Segment Start: DATA SUPPLIED

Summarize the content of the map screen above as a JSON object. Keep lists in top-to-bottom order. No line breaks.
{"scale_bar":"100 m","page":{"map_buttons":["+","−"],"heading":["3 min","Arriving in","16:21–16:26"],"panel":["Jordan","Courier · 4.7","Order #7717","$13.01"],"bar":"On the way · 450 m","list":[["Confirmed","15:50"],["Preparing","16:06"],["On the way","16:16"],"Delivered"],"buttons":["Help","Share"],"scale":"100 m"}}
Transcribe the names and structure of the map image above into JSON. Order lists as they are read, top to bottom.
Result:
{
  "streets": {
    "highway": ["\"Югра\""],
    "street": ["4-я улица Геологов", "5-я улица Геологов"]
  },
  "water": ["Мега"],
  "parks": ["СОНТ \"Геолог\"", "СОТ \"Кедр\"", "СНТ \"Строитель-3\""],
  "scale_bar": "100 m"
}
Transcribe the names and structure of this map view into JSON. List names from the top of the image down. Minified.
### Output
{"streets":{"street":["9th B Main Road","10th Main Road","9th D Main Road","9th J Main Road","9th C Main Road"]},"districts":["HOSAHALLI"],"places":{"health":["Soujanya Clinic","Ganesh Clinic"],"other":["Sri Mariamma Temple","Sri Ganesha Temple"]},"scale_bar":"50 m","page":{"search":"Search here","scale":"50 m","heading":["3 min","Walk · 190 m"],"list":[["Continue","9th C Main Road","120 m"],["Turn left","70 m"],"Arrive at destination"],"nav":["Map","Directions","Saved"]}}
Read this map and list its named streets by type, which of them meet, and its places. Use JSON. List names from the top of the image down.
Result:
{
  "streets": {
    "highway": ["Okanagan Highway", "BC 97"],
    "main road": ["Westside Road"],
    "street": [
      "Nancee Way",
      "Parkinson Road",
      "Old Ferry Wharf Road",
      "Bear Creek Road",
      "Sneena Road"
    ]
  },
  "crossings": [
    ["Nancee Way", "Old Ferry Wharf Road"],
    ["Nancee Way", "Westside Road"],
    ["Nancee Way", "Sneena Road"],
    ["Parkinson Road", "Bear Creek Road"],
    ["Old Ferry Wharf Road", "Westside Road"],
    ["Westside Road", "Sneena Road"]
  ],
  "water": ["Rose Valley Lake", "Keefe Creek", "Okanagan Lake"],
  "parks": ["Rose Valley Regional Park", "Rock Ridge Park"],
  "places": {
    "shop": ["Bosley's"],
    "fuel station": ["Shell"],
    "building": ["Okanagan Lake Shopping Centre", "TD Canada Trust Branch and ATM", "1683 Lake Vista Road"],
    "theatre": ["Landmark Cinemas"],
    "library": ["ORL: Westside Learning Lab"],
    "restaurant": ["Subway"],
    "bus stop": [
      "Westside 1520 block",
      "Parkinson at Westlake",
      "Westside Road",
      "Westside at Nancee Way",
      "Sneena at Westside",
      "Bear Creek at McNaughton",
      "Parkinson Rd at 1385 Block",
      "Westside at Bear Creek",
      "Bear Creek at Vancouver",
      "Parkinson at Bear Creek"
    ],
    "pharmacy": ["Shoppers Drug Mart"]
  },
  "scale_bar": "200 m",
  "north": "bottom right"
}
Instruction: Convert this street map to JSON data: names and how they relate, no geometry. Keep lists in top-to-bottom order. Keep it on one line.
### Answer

Segment End: DATA SUPPLIED

**ASSIGNED TASK**
Reproduce all records exactly, without omissions.

**OUTPUT BELOW**
Summarize the content of the map screen above as a JSON object. Keep lists in top-to-bottom order. No line breaks.
{"scale_bar":"100 m","page":{"map_buttons":["+","−"],"heading":["3 min","Arriving in","16:21–16:26"],"panel":["Jordan","Courier · 4.7","Order #7717","$13.01"],"bar":"On the way · 450 m","list":[["Confirmed","15:50"],["Preparing","16:06"],["On the way","16:16"],"Delivered"],"buttons":["Help","Share"],"scale":"100 m"}}
Transcribe the names and structure of the map image above into JSON. Order lists as they are read, top to bottom.
Result:
{
  "streets": {
    "highway": ["\"Югра\""],
    "street": ["4-я улица Геологов", "5-я улица Геологов"]
  },
  "water": ["Мега"],
  "parks": ["СОНТ \"Геолог\"", "СОТ \"Кедр\"", "СНТ \"Строитель-3\""],
  "scale_bar": "100 m"
}
Transcribe the names and structure of this map view into JSON. List names from the top of the image down. Minified.
### Output
{"streets":{"street":["9th B Main Road","10th Main Road","9th D Main Road","9th J Main Road","9th C Main Road"]},"districts":["HOSAHALLI"],"places":{"health":["Soujanya Clinic","Ganesh Clinic"],"other":["Sri Mariamma Temple","Sri Ganesha Temple"]},"scale_bar":"50 m","page":{"search":"Search here","scale":"50 m","heading":["3 min","Walk · 190 m"],"list":[["Continue","9th C Main Road","120 m"],["Turn left","70 m"],"Arrive at destination"],"nav":["Map","Directions","Saved"]}}
Read this map and list its named streets by type, which of them meet, and its places. Use JSON. List names from the top of the image down.
Result:
{
  "streets": {
    "highway": ["Okanagan Highway", "BC 97"],
    "main road": ["Westside Road"],
    "street": [
      "Nancee Way",
      "Parkinson Road",
      "Old Ferry Wharf Road",
      "Bear Creek Road",
      "Sneena Road"
    ]
  },
  "crossings": [
    ["Nancee Way", "Old Ferry Wharf Road"],
    ["Nancee Way", "Westside Road"],
    ["Nancee Way", "Sneena Road"],
    ["Parkinson Road", "Bear Creek Road"],
    ["Old Ferry Wharf Road", "Westside Road"],
    ["Westside Road", "Sneena Road"]
  ],
  "water": ["Rose Valley Lake", "Keefe Creek", "Okanagan Lake"],
  "parks": ["Rose Valley Regional Park", "Rock Ridge Park"],
  "places": {
    "shop": ["Bosley's"],
    "fuel station": ["Shell"],
    "building": ["Okanagan Lake Shopping Centre", "TD Canada Trust Branch and ATM", "1683 Lake Vista Road"],
    "theatre": ["Landmark Cinemas"],
    "library": ["ORL: Westside Learning Lab"],
    "restaurant": ["Subway"],
    "bus stop": [
      "Westside 1520 block",
      "Parkinson at Westlake",
      "Westside Road",
      "Westside at Nancee Way",
      "Sneena at Westside",
      "Bear Creek at McNaughton",
      "Parkinson Rd at 1385 Block",
      "Westside at Bear Creek",
      "Bear Creek at Vancouver",
      "Parkinson at Bear Creek"
    ],
    "pharmacy": ["Shoppers Drug Mart"]
  },
  "scale_bar": "200 m",
  "north": "bottom right"
}
Instruction: Convert this street map to JSON data: names and how they relate, no geometry. Keep lists in top-to-bottom order. Keep it on one line.
### Answer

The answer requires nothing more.